REQUIREMENT: Retype the data in its entirety, with no word changed.

DATASET EXCERPTS:
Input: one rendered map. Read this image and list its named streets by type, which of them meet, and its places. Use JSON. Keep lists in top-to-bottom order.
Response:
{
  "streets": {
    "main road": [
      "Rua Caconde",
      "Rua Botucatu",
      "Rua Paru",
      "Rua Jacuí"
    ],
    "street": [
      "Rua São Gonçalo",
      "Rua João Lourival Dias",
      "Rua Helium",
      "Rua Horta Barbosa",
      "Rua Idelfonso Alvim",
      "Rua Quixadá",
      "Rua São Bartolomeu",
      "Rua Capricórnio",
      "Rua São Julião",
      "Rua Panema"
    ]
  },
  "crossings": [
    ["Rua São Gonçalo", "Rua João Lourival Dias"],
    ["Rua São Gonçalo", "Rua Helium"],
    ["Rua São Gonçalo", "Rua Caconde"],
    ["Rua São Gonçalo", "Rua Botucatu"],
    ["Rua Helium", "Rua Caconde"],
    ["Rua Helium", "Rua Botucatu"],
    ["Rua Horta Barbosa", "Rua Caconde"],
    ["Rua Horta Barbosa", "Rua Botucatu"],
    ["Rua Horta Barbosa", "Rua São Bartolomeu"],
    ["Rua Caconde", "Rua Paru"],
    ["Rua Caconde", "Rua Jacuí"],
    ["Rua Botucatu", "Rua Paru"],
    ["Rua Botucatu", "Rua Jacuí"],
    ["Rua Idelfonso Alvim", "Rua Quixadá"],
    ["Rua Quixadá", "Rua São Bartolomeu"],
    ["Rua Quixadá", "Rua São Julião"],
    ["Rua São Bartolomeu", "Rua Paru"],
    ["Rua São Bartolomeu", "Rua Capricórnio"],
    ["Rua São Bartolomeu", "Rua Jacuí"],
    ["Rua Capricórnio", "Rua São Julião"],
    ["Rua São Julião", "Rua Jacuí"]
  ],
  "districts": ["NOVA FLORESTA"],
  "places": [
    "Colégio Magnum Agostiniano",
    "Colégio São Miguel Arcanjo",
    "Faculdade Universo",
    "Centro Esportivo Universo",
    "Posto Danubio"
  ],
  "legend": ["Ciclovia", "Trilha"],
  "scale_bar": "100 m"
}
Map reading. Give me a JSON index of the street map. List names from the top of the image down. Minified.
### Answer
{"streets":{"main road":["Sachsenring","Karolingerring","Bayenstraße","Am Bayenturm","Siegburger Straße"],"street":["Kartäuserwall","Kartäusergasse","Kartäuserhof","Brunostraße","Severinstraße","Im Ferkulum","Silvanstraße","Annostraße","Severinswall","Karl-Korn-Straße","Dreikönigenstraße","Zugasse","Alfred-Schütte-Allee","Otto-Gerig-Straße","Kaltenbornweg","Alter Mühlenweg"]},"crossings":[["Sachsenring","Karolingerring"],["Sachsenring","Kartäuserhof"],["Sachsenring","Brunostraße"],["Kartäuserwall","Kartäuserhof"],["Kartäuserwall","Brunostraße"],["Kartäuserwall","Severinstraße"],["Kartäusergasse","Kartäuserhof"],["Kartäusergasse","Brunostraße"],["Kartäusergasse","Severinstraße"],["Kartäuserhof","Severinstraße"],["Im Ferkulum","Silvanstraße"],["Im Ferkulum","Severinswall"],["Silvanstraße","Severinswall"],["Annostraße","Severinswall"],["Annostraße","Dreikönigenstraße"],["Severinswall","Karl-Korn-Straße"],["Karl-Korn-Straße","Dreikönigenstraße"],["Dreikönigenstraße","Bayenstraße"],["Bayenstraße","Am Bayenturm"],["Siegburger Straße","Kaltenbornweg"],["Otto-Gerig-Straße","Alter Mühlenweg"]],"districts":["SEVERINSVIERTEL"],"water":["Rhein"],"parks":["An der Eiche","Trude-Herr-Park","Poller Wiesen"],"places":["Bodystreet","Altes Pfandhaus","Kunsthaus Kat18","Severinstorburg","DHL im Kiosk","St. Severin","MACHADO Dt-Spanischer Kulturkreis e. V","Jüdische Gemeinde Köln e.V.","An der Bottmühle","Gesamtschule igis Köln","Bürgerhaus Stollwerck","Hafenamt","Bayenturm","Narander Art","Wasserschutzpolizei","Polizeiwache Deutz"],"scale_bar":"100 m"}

RESPONSE TO THE EXERCISE:
Input: one rendered map. Read this image and list its named streets by type, which of them meet, and its places. Use JSON. Keep lists in top-to-bottom order.
Response:
{
  "streets": {
    "main road": [
      "Rua Caconde",
      "Rua Botucatu",
      "Rua Paru",
      "Rua Jacuí"
    ],
    "street": [
      "Rua São Gonçalo",
      "Rua João Lourival Dias",
      "Rua Helium",
      "Rua Horta Barbosa",
      "Rua Idelfonso Alvim",
      "Rua Quixadá",
      "Rua São Bartolomeu",
      "Rua Capricórnio",
      "Rua São Julião",
      "Rua Panema"
    ]
  },
  "crossings": [
    ["Rua São Gonçalo", "Rua João Lourival Dias"],
    ["Rua São Gonçalo", "Rua Helium"],
    ["Rua São Gonçalo", "Rua Caconde"],
    ["Rua São Gonçalo", "Rua Botucatu"],
    ["Rua Helium", "Rua Caconde"],
    ["Rua Helium", "Rua Botucatu"],
    ["Rua Horta Barbosa", "Rua Caconde"],
    ["Rua Horta Barbosa", "Rua Botucatu"],
    ["Rua Horta Barbosa", "Rua São Bartolomeu"],
    ["Rua Caconde", "Rua Paru"],
    ["Rua Caconde", "Rua Jacuí"],
    ["Rua Botucatu", "Rua Paru"],
    ["Rua Botucatu", "Rua Jacuí"],
    ["Rua Idelfonso Alvim", "Rua Quixadá"],
    ["Rua Quixadá", "Rua São Bartolomeu"],
    ["Rua Quixadá", "Rua São Julião"],
    ["Rua São Bartolomeu", "Rua Paru"],
    ["Rua São Bartolomeu", "Rua Capricórnio"],
    ["Rua São Bartolomeu", "Rua Jacuí"],
    ["Rua Capricórnio", "Rua São Julião"],
    ["Rua São Julião", "Rua Jacuí"]
  ],
  "districts": ["NOVA FLORESTA"],
  "places": [
    "Colégio Magnum Agostiniano",
    "Colégio São Miguel Arcanjo",
    "Faculdade Universo",
    "Centro Esportivo Universo",
    "Posto Danubio"
  ],
  "legend": ["Ciclovia", "Trilha"],
  "scale_bar": "100 m"
}
Map reading. Give me a JSON index of the street map. List names from the top of the image down. Minified.
### Answer
{"streets":{"main road":["Sachsenring","Karolingerring","Bayenstraße","Am Bayenturm","Siegburger Straße"],"street":["Kartäuserwall","Kartäusergasse","Kartäuserhof","Brunostraße","Severinstraße","Im Ferkulum","Silvanstraße","Annostraße","Severinswall","Karl-Korn-Straße","Dreikönigenstraße","Zugasse","Alfred-Schütte-Allee","Otto-Gerig-Straße","Kaltenbornweg","Alter Mühlenweg"]},"crossings":[["Sachsenring","Karolingerring"],["Sachsenring","Kartäuserhof"],["Sachsenring","Brunostraße"],["Kartäuserwall","Kartäuserhof"],["Kartäuserwall","Brunostraße"],["Kartäuserwall","Severinstraße"],["Kartäusergasse","Kartäuserhof"],["Kartäusergasse","Brunostraße"],["Kartäusergasse","Severinstraße"],["Kartäuserhof","Severinstraße"],["Im Ferkulum","Silvanstraße"],["Im Ferkulum","Severinswall"],["Silvanstraße","Severinswall"],["Annostraße","Severinswall"],["Annostraße","Dreikönigenstraße"],["Severinswall","Karl-Korn-Straße"],["Karl-Korn-Straße","Dreikönigenstraße"],["Dreikönigenstraße","Bayenstraße"],["Bayenstraße","Am Bayenturm"],["Siegburger Straße","Kaltenbornweg"],["Otto-Gerig-Straße","Alter Mühlenweg"]],"districts":["SEVERINSVIERTEL"],"water":["Rhein"],"parks":["An der Eiche","Trude-Herr-Park","Poller Wiesen"],"places":["Bodystreet","Altes Pfandhaus","Kunsthaus Kat18","Severinstorburg","DHL im Kiosk","St. Severin","MACHADO Dt-Spanischer Kulturkreis e. V","Jüdische Gemeinde Köln e.V.","An der Bottmühle","Gesamtschule igis Köln","Bürgerhaus Stollwerck","Hafenamt","Bayenturm","Narander Art","Wasserschutzpolizei","Polizeiwache Deutz"],"scale_bar":"100 m"}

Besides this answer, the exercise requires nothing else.